ANKARA : Les tensions se sont accrues en Méditerranée orientale depuis la signature fin novembre 2019 d'un accord controversé de délimitation des frontières maritimes entre la Libye et la Turquie, qui a annoncé jeudi la prolongation de ses recherches gazières en Méditerranée orientale.
La découverte ces dernières années de vastes gisements gaziers dans cette région a aiguisé l'appétit des pays riverains et attisé les contentieux entre la Turquie et la Grèce.

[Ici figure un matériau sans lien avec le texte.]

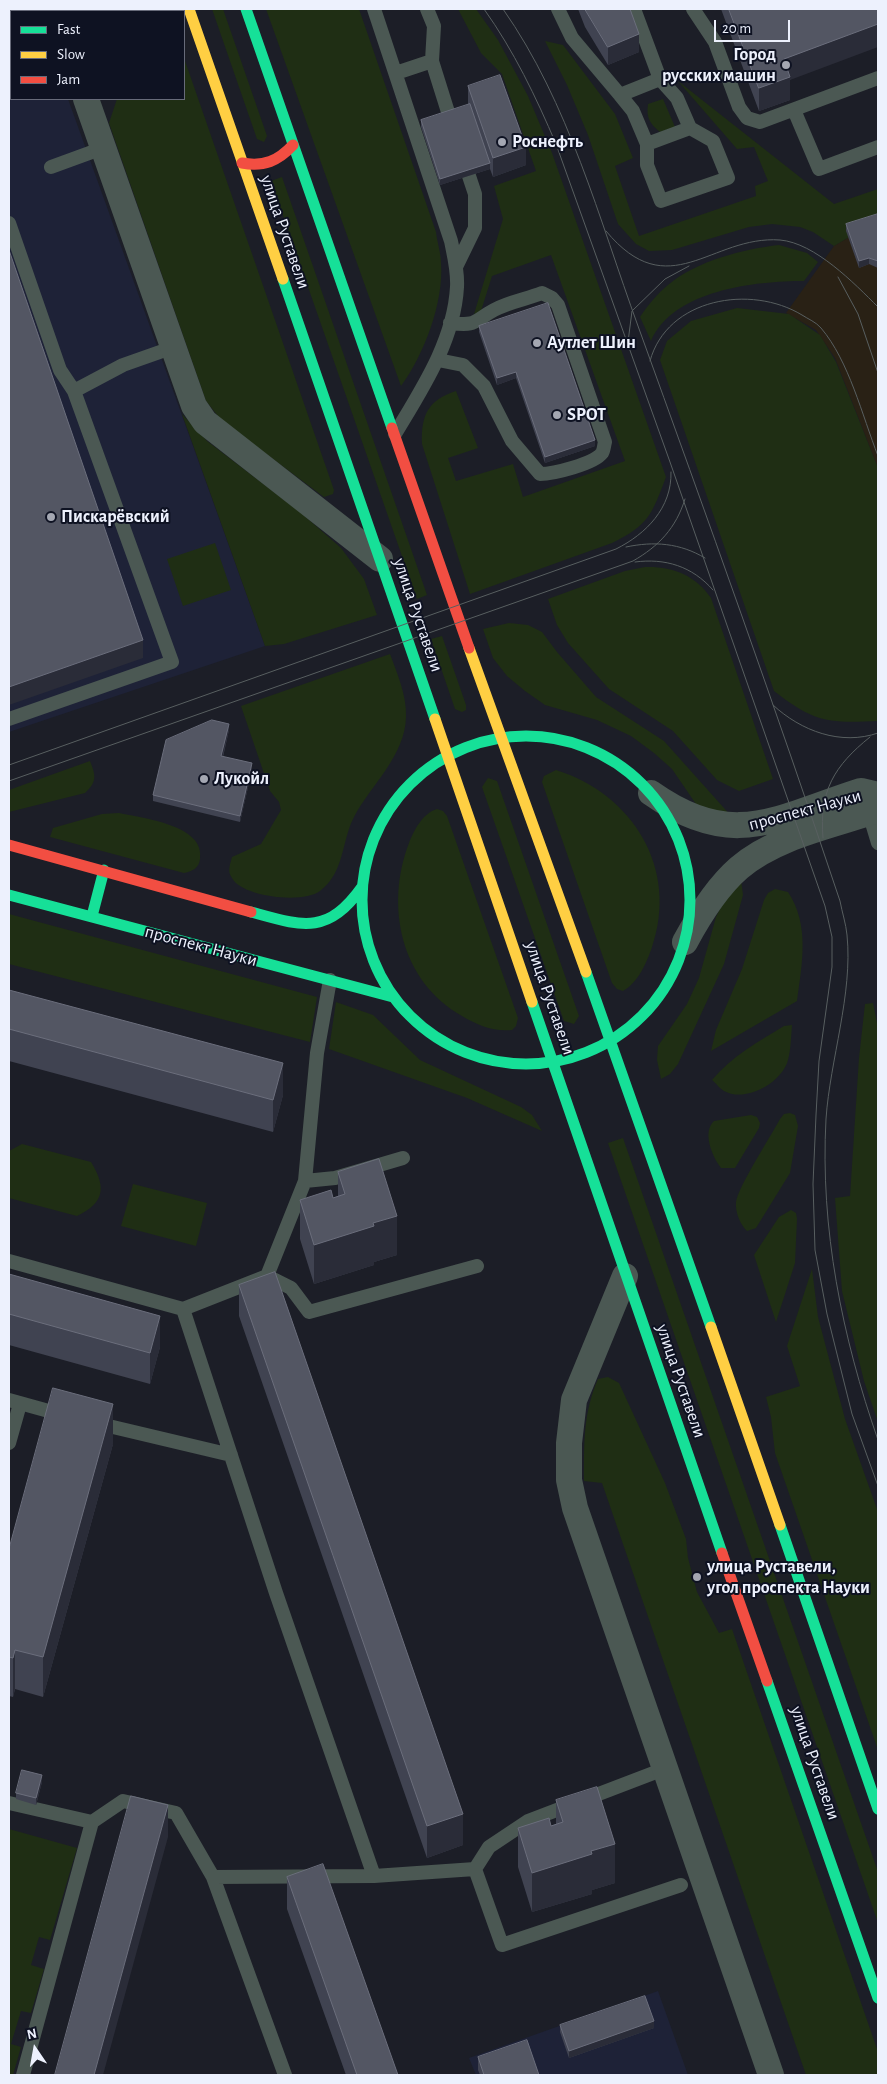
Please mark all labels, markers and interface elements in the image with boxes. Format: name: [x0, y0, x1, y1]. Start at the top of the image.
legend: [10, 10, 185, 100]
scale bar: [717, 10, 793, 42]
text: 20 m: [722, 21, 751, 36]
text: Fast: [57, 22, 80, 37]
place label: Город русских машин: [662, 44, 776, 86]
text: Slow: [57, 47, 85, 62]
marker: Город русских машин: [780, 59, 792, 71]
text: Jam: [57, 72, 80, 87]
place label: Роснефть: [512, 131, 583, 153]
marker: Роснефть: [496, 136, 508, 148]
street label: улица Руставели: [255, 172, 315, 292]
place label: Аутлет Шин: [547, 332, 636, 354]
marker: Аутлет Шин: [531, 337, 543, 349]
place label: SPOT: [567, 404, 606, 426]
marker: SPOT: [551, 409, 563, 421]
place label: Пискарёвский: [61, 506, 170, 528]
marker: Пискарёвский: [45, 511, 57, 523]
street label: улица Руставели: [388, 555, 448, 675]
place label: Лукойл: [214, 768, 269, 790]
marker: Лукойл: [198, 773, 210, 785]
street label: проспект Науки: [746, 785, 864, 835]
street label: проспект Науки: [142, 921, 260, 971]
street label: улица Руставели: [520, 938, 580, 1058]
street label: улица Руставели: [651, 1321, 711, 1441]
place label: улица Руставели, угол проспекта Науки: [707, 1556, 870, 1598]
marker: улица Руставели, угол проспекта Науки: [691, 1571, 703, 1583]
street label: улица Руставели: [785, 1703, 845, 1823]
north arrow: [10, 2024, 60, 2074]
text: N: [26, 2026, 38, 2042]

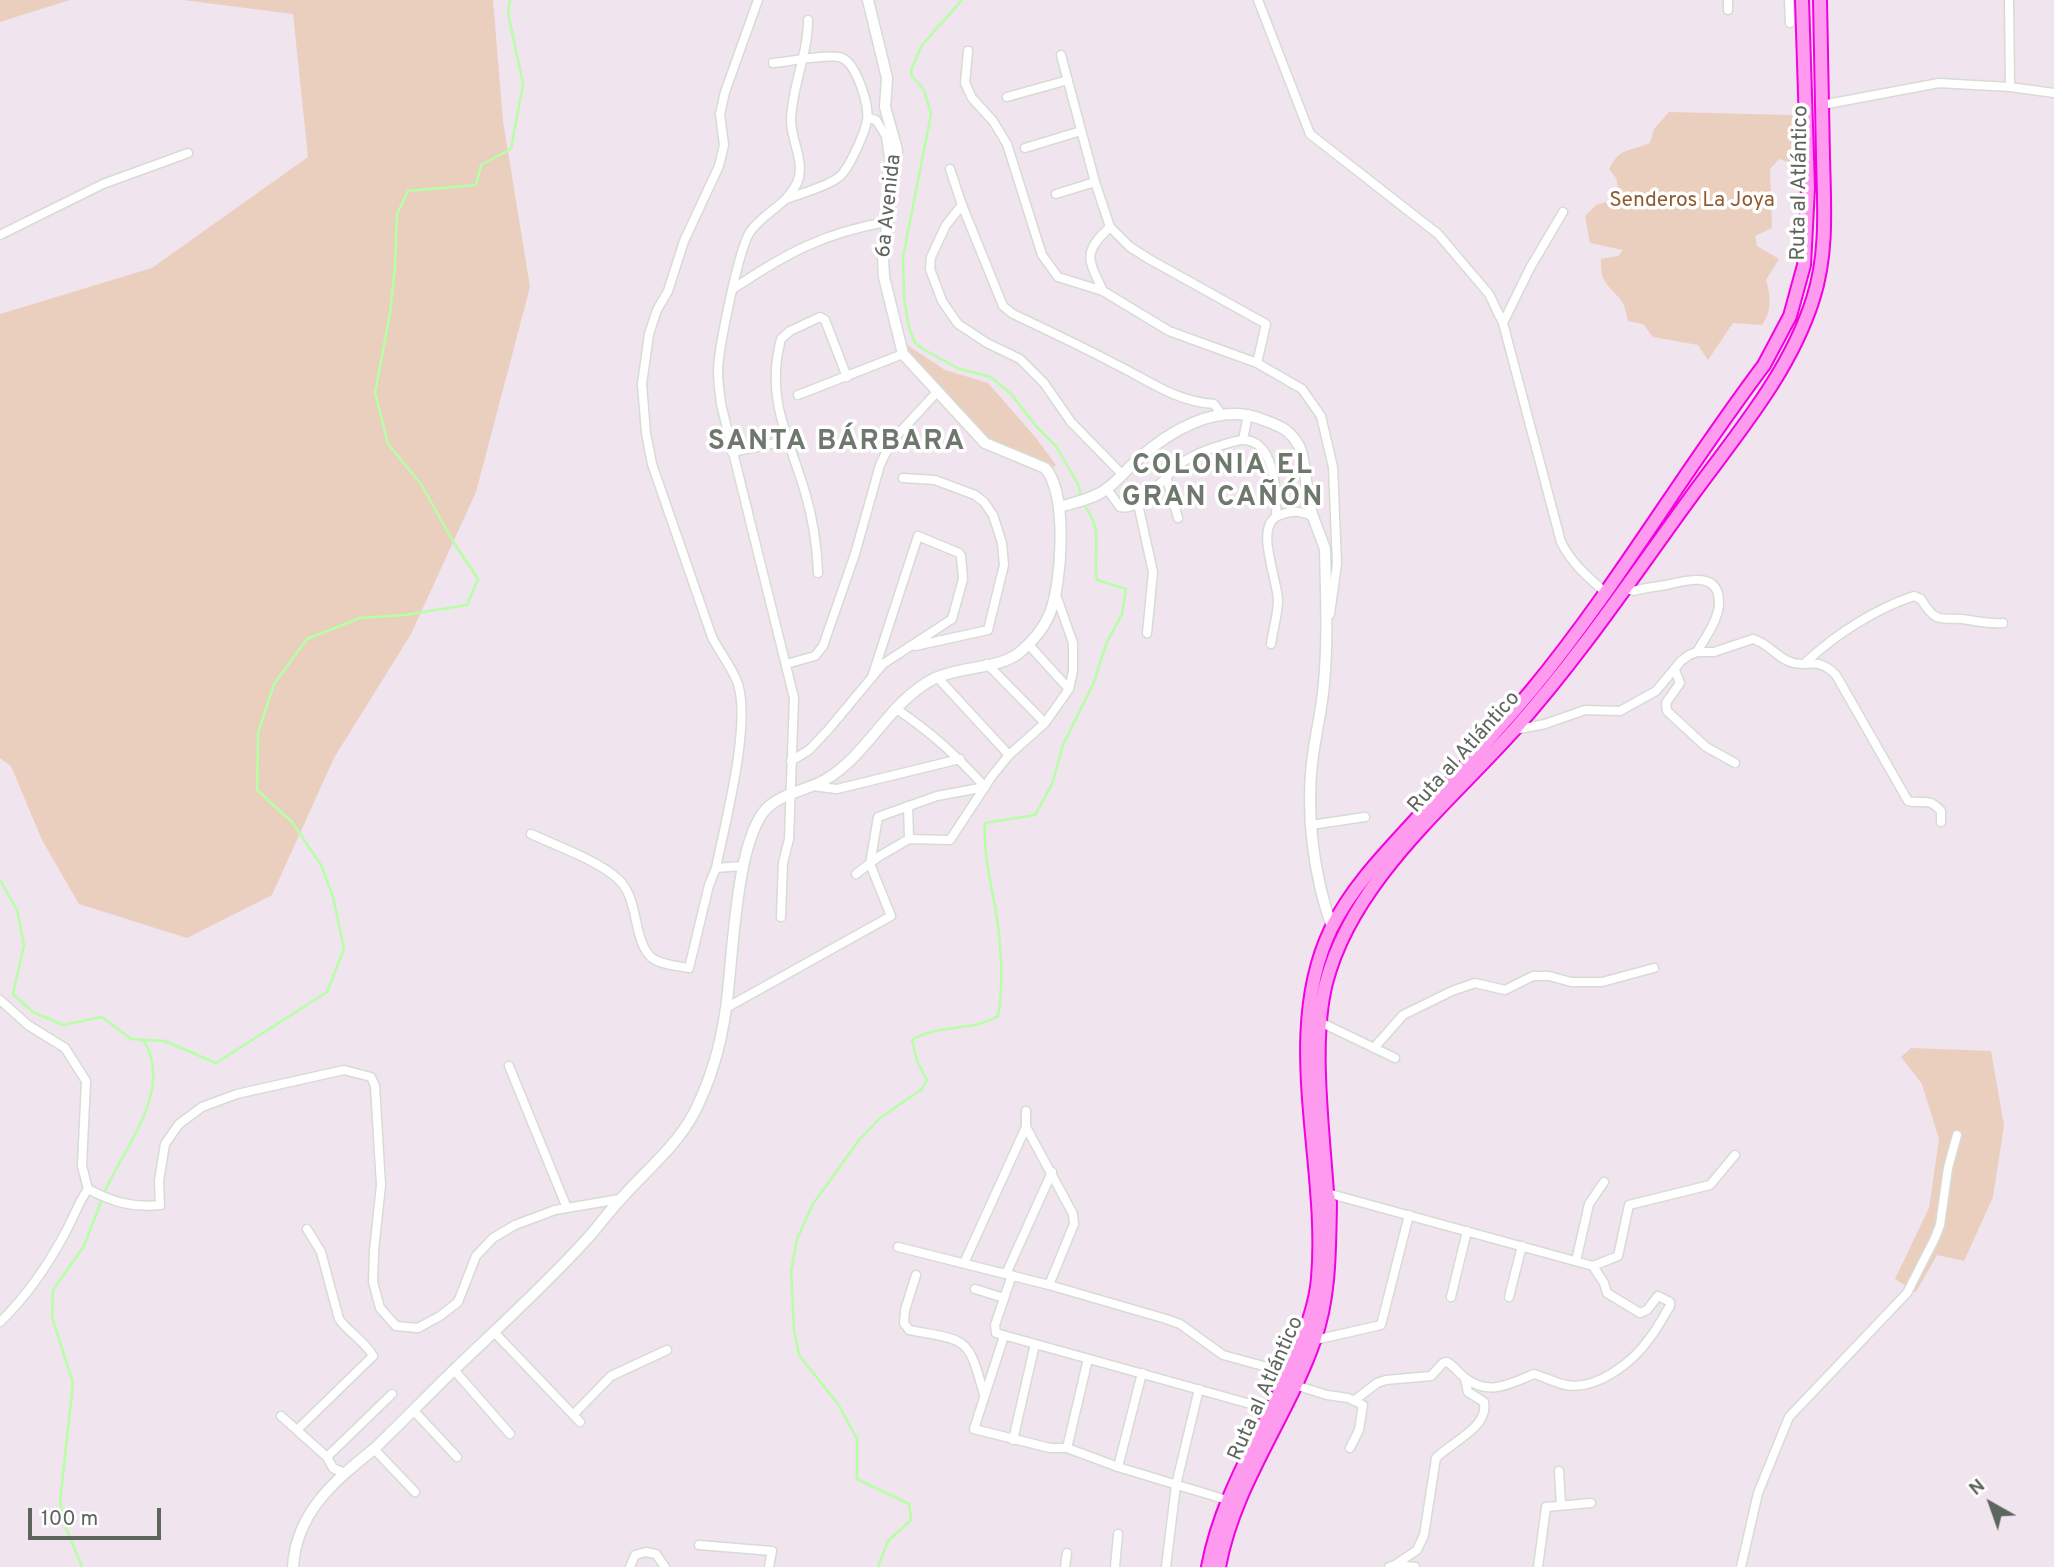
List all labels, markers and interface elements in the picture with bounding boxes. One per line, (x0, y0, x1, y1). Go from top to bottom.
street label: Ruta al Atlántico (1787, 105, 1815, 261)
street label: 6a Avenida (872, 153, 908, 259)
park label: Senderos La Joya (1609, 189, 1775, 215)
district label: SANTA BÁRBARA (709, 426, 965, 460)
district label: COLONIA EL GRAN CAÑÓN (1123, 450, 1323, 516)
street label: Ruta al Atlántico (1404, 687, 1526, 819)
street label: Ruta al Atlántico (1224, 1313, 1310, 1465)
north arrow (1956, 1469, 2026, 1539)
text: N (1965, 1474, 1990, 1501)
scale bar (32, 1494, 164, 1538)
text: 100 m (41, 1506, 98, 1533)

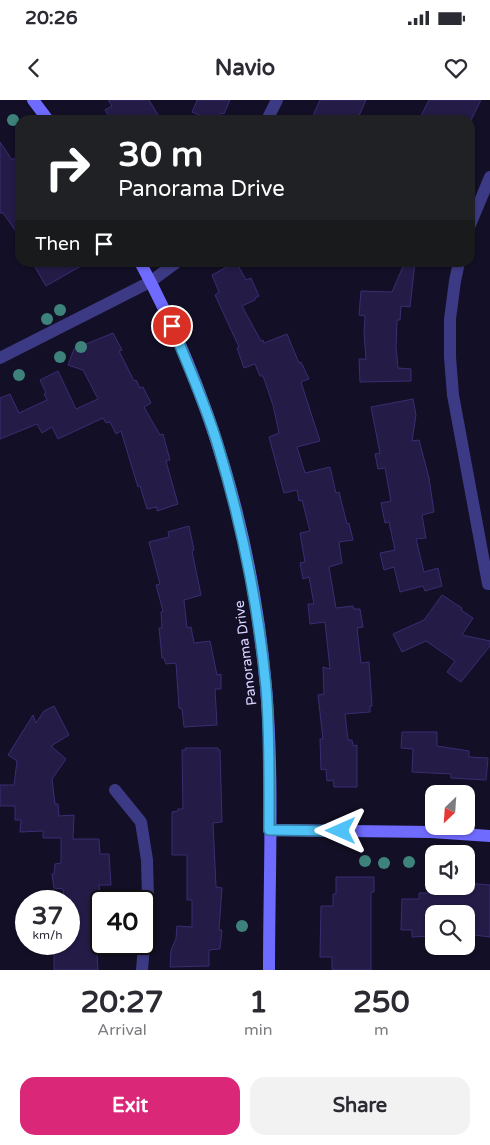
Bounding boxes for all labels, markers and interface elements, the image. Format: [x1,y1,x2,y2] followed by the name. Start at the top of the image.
[25,7,78,29] text: 20:26
[20,54,48,82] icon: back
[442,54,470,82] icon: heart
[215,55,275,81] text: Navio
[118,134,203,176] text: 30 m
[35,135,100,200] icon: right
[118,176,285,202] text: Panorama Drive
[90,230,118,258] icon: arrive
[35,233,80,255] text: Then
[151,305,193,347] pin
[158,312,186,340] icon: arrive
[231,599,260,707] street label: Panorama Drive
[425,785,475,835] north arrow
[425,785,475,955] map controls
[314,804,366,856] position arrow
[425,845,475,895] button: sound
[90,890,155,955] speed limit sign: 40
[32,901,63,931] text: 37
[425,905,475,955] button: search
[32,928,63,942] text: km/h
[80,984,164,1021] text: 20:27
[249,984,268,1021] text: 1
[353,984,410,1021] text: 250
[97,1020,147,1040] text: Arrival
[244,1020,273,1040] text: min
[374,1020,389,1040] text: m
[20,1077,240,1135] button: Exit
[250,1077,470,1135] button: Share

Accord maritime et sécuritaire
Le 27 novembre 2019, le président turc Recep Tayyip Erdogan et le chef du Gouvernement libyen d'union nationale (GNA) Fayez al-Sarraj concluent à Istanbul un accord de délimitation de leurs espaces maritimes, qui permet à Ankara de faire valoir des droits sur de vastes zones en Méditerranée orientale, ainsi qu'un accord de "coopération militaire et sécuritaire".
Ce dernier permettra à Ankara de renforcer son soutien armé au GNA, dont le siège est à Tripoli, face aux forces de Khalifa Haftar, l'homme fort de l'Est libyen.
Mais c'est surtout l'accord sur la délimitation des frontières maritimes qui suscite une levée de boucliers.
Le 8 janvier 2020, Chypre, l'Égypte, la France et la Grèce soulignent que cet accord qui "porte atteinte aux droits souverains des États tiers, n'est pas conforme au droit de la mer" et que "ne peut en découler aucune conséquence juridique".
Ces pays condamnent les forages réalisés par Ankara au large de Chypre.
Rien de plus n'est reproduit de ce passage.